Source records:
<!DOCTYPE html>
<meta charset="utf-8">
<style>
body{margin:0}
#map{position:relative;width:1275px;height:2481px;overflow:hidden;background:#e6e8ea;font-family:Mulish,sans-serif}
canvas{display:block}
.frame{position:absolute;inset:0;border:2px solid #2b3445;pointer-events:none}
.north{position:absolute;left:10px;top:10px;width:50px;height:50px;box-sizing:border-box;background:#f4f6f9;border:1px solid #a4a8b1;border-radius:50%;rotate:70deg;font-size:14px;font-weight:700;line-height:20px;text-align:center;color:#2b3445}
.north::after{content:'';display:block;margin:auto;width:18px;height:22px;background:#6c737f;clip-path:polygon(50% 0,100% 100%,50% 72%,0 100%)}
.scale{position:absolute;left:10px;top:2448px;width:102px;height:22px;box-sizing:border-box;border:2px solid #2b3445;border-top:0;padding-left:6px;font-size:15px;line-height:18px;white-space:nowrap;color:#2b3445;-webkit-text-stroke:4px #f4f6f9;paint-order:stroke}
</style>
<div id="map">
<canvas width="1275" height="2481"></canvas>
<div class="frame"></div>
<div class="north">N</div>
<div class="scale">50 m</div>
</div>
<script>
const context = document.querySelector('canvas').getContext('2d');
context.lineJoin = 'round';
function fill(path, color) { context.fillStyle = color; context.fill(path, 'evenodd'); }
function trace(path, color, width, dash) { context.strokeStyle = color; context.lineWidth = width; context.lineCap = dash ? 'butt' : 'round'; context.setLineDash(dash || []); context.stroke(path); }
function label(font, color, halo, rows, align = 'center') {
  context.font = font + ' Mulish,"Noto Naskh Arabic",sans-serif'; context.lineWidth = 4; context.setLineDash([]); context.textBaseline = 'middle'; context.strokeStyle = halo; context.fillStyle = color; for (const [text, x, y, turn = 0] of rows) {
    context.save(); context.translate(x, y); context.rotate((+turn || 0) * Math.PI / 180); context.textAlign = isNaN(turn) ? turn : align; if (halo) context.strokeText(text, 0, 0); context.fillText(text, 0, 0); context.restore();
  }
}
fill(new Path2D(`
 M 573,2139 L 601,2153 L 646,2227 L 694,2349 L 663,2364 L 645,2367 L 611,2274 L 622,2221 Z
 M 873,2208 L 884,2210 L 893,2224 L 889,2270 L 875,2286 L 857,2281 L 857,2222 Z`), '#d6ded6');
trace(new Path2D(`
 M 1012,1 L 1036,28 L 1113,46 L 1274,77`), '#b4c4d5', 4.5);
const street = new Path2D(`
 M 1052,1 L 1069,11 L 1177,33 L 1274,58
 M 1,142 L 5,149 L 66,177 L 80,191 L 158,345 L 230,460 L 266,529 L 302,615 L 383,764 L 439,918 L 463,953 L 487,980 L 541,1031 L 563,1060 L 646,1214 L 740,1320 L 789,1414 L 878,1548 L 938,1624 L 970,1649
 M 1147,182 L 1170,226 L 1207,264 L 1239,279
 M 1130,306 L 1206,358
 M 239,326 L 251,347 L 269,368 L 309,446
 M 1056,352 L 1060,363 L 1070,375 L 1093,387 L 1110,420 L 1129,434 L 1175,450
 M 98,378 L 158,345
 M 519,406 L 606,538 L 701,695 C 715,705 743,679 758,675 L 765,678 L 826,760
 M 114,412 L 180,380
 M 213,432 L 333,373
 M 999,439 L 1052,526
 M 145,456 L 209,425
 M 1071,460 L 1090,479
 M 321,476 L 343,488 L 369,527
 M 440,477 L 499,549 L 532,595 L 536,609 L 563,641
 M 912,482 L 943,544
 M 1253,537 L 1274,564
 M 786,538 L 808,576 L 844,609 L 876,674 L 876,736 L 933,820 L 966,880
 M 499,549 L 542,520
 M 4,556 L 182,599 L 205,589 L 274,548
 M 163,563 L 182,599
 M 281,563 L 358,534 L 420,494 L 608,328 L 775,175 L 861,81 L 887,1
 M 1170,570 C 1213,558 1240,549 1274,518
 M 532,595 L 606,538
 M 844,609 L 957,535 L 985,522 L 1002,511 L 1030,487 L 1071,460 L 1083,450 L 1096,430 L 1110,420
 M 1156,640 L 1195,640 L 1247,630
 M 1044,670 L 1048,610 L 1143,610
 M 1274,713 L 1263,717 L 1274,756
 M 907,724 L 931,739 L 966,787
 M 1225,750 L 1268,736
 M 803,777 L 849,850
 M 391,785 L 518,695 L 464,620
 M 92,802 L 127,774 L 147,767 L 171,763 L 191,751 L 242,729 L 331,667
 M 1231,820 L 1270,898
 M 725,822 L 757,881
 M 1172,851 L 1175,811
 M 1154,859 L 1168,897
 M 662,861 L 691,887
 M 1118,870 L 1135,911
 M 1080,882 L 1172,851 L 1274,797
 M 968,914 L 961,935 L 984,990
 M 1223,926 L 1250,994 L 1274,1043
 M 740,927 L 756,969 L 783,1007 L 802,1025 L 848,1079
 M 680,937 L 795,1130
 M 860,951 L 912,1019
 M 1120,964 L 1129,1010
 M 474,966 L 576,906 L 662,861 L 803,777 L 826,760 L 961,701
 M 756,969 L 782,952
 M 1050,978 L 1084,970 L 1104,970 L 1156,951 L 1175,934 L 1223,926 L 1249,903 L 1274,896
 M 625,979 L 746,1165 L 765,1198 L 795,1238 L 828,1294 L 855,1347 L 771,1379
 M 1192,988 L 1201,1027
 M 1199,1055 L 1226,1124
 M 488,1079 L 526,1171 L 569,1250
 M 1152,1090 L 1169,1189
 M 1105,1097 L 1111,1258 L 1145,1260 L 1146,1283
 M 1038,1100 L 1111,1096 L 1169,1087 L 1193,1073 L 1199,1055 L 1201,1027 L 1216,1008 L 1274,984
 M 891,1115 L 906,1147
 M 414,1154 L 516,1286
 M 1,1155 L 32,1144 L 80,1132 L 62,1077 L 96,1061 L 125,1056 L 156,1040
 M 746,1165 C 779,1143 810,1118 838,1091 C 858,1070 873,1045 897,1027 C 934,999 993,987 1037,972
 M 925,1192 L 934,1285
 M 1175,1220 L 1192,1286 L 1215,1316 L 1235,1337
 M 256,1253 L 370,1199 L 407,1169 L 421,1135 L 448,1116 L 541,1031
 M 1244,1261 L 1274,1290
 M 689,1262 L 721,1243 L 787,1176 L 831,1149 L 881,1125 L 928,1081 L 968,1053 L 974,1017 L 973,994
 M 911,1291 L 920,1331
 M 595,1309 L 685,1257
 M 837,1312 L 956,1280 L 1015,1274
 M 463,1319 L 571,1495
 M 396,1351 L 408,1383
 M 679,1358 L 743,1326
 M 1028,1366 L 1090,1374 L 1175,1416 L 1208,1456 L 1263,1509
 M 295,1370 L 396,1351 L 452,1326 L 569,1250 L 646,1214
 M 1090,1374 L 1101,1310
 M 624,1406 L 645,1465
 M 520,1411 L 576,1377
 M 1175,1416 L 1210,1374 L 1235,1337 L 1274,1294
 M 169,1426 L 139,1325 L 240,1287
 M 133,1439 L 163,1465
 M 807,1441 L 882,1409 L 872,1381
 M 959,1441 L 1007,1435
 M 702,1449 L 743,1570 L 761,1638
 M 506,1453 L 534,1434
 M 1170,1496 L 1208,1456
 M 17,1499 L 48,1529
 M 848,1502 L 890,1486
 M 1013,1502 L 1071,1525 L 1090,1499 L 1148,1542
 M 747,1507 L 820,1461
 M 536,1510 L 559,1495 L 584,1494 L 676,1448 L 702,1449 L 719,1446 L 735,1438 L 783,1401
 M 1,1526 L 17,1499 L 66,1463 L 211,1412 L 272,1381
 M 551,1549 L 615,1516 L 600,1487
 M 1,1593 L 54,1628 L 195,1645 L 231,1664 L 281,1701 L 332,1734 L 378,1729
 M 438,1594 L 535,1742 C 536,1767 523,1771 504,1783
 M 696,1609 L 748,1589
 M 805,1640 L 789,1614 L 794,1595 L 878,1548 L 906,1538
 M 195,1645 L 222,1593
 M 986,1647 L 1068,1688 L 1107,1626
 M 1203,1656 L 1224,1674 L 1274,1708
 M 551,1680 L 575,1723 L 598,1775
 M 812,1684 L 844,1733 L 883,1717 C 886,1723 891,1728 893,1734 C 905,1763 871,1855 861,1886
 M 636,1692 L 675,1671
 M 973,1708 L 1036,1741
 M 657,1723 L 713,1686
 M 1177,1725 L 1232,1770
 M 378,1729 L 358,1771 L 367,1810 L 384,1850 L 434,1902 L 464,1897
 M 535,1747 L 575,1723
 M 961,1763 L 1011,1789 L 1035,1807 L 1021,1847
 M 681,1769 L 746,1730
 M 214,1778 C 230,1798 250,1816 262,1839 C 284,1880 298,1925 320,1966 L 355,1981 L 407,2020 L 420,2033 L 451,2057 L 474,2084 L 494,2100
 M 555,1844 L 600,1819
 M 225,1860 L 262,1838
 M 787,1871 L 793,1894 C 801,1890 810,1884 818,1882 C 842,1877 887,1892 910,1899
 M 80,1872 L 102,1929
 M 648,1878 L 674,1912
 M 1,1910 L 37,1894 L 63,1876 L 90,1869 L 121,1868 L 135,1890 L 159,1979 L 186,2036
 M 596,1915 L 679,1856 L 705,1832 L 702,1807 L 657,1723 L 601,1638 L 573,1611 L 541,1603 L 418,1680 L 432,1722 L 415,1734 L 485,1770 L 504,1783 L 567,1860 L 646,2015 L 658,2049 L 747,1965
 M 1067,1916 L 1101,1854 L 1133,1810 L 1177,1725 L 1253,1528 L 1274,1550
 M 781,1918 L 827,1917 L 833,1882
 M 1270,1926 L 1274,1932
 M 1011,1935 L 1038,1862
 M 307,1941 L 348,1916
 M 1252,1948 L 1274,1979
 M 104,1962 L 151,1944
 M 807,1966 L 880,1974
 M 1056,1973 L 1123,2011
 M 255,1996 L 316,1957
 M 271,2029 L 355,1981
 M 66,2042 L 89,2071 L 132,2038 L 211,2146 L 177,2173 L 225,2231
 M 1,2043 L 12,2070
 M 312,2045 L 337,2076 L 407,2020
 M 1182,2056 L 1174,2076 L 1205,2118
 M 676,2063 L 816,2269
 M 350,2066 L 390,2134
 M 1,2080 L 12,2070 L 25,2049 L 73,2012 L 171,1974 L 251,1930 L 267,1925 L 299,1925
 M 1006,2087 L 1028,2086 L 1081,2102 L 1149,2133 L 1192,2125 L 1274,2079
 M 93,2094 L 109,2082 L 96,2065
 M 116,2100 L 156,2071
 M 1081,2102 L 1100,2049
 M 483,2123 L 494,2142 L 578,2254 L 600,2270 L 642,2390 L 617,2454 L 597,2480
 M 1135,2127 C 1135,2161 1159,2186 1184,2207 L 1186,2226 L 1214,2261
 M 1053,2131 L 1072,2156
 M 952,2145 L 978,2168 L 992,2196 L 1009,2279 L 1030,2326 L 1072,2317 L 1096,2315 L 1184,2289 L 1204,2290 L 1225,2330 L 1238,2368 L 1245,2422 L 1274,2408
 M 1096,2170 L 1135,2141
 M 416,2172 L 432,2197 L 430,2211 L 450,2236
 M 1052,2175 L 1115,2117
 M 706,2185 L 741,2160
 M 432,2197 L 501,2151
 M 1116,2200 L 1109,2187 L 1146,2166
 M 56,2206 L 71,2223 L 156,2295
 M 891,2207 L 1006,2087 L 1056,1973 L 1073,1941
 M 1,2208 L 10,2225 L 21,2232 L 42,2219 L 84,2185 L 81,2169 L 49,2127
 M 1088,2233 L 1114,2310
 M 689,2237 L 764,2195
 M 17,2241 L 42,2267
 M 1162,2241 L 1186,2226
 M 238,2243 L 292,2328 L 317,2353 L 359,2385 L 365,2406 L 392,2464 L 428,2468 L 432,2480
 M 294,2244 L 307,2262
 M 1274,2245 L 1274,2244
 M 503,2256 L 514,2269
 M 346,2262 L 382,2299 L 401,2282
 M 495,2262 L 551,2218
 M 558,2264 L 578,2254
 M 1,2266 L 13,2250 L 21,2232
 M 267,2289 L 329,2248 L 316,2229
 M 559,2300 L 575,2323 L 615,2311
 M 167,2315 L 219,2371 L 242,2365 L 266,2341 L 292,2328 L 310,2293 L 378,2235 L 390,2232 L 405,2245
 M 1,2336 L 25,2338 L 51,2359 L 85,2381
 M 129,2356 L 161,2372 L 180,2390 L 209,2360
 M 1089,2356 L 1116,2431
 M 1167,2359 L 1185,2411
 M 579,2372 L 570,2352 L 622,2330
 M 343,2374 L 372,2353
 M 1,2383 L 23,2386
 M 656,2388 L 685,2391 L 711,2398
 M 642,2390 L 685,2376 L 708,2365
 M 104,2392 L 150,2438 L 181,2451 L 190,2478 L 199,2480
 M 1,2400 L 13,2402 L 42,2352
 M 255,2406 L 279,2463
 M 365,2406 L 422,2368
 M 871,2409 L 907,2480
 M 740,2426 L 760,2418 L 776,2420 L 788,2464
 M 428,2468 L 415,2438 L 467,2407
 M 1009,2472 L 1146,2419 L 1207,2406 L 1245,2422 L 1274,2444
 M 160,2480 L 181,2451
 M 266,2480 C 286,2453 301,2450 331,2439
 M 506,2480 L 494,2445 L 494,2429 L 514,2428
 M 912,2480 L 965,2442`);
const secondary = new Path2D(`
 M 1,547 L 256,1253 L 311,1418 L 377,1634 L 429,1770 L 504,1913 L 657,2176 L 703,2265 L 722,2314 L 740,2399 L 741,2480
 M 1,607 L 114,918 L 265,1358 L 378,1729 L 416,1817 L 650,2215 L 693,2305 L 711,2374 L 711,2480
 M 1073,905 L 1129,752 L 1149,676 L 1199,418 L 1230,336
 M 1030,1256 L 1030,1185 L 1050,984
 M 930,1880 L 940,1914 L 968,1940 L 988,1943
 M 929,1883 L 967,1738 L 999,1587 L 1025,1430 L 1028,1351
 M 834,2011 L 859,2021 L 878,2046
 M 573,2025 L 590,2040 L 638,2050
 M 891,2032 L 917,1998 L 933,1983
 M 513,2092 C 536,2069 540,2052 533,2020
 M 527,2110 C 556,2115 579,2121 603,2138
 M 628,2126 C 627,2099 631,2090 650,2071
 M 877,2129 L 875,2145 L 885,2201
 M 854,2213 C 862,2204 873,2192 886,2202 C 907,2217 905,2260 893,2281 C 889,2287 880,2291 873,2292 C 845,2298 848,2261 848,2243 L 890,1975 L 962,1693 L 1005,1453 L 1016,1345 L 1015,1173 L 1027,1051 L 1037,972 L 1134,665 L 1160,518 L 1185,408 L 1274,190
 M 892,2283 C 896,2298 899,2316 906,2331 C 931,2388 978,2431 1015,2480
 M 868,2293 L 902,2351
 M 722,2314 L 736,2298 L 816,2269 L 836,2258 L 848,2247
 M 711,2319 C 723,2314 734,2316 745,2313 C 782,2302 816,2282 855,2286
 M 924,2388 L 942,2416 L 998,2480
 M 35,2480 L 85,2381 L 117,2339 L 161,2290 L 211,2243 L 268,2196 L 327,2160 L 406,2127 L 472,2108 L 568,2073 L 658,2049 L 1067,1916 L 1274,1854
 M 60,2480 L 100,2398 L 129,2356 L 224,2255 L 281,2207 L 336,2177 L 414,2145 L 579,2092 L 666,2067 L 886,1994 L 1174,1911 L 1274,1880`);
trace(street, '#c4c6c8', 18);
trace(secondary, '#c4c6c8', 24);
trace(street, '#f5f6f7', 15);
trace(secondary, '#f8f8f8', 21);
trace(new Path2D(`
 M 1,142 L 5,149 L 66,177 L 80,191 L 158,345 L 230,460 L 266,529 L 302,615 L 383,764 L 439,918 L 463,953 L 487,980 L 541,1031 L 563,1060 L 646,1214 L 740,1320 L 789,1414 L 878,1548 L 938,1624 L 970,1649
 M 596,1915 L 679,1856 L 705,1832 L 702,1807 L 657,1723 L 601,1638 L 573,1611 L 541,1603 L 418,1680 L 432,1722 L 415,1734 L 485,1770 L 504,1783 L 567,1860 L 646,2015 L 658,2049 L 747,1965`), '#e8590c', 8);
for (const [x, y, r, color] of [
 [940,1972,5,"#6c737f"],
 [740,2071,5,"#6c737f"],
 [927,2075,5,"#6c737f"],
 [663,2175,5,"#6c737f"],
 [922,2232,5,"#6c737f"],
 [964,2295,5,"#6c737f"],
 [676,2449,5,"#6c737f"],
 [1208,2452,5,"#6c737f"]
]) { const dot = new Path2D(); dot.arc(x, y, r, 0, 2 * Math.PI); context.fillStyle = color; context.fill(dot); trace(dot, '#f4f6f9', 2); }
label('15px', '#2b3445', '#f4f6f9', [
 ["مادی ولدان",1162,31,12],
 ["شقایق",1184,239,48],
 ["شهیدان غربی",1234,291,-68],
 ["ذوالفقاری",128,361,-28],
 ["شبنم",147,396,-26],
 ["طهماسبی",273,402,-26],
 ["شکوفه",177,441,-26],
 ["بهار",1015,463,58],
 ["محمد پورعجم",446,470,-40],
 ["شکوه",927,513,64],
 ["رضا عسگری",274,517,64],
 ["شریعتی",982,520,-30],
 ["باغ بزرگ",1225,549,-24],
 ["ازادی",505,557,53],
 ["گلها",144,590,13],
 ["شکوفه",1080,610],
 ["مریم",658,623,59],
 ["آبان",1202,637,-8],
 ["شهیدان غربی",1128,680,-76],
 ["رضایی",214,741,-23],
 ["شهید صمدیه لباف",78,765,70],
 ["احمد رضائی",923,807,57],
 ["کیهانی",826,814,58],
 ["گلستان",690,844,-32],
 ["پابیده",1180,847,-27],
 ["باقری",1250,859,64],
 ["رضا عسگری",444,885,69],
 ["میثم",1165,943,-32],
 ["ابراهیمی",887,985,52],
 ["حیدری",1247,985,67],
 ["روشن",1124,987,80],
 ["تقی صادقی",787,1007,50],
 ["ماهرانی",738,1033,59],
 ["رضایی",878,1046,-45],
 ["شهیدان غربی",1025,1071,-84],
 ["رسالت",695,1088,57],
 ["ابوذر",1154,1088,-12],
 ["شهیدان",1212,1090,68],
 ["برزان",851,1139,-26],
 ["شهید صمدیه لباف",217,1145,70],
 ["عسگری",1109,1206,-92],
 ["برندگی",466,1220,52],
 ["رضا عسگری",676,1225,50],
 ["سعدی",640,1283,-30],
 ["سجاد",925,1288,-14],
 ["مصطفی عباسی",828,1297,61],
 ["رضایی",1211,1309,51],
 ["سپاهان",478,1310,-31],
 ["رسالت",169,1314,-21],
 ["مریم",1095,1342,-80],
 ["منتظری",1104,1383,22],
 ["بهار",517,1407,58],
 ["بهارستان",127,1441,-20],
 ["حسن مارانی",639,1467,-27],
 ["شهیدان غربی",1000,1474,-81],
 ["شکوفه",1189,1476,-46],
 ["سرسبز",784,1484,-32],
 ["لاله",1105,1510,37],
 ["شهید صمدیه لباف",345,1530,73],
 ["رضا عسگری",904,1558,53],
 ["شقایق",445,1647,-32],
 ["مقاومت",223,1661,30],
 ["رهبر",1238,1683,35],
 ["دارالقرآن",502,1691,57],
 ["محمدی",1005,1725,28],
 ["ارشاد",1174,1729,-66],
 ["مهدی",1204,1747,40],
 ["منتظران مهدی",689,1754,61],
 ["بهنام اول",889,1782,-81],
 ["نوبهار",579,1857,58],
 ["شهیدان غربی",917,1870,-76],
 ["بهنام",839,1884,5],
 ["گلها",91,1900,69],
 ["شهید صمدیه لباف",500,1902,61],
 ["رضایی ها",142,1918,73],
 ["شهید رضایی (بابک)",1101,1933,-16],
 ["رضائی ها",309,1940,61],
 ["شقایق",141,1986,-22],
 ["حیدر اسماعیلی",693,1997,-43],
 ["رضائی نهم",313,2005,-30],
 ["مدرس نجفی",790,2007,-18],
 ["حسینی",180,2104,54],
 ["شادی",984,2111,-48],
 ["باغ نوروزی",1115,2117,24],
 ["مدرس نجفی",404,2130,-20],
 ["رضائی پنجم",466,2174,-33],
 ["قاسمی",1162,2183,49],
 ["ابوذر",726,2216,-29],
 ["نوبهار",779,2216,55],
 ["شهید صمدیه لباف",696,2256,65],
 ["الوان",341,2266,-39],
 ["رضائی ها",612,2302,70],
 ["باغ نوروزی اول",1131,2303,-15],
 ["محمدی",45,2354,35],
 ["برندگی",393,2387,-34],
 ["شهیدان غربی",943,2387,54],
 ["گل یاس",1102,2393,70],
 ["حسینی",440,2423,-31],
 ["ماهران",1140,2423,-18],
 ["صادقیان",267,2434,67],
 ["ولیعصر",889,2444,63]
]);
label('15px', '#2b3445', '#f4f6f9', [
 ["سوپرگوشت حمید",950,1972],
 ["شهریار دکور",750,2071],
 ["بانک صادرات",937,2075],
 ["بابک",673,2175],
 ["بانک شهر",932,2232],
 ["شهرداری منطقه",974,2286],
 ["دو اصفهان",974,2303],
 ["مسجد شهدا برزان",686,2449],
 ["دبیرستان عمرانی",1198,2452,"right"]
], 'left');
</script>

TASK DETAILS:
Which lines above include the word "turn"? Show each one.

WRITTEN SOLUTION:
  context.font = font + ' Mulish,"Noto Naskh Arabic",sans-serif'; context.lineWidth = 4; context.setLineDash([]); context.textBaseline = 'middle'; context.strokeStyle = halo; context.fillStyle = color; for (const [text, x, y, turn = 0] of rows) {
    context.save(); context.translate(x, y); context.rotate((+turn || 0) * Math.PI / 180); context.textAlign = isNaN(turn) ? turn : align; if (halo) context.strokeText(text, 0, 0); context.fillText(text, 0, 0); context.restore();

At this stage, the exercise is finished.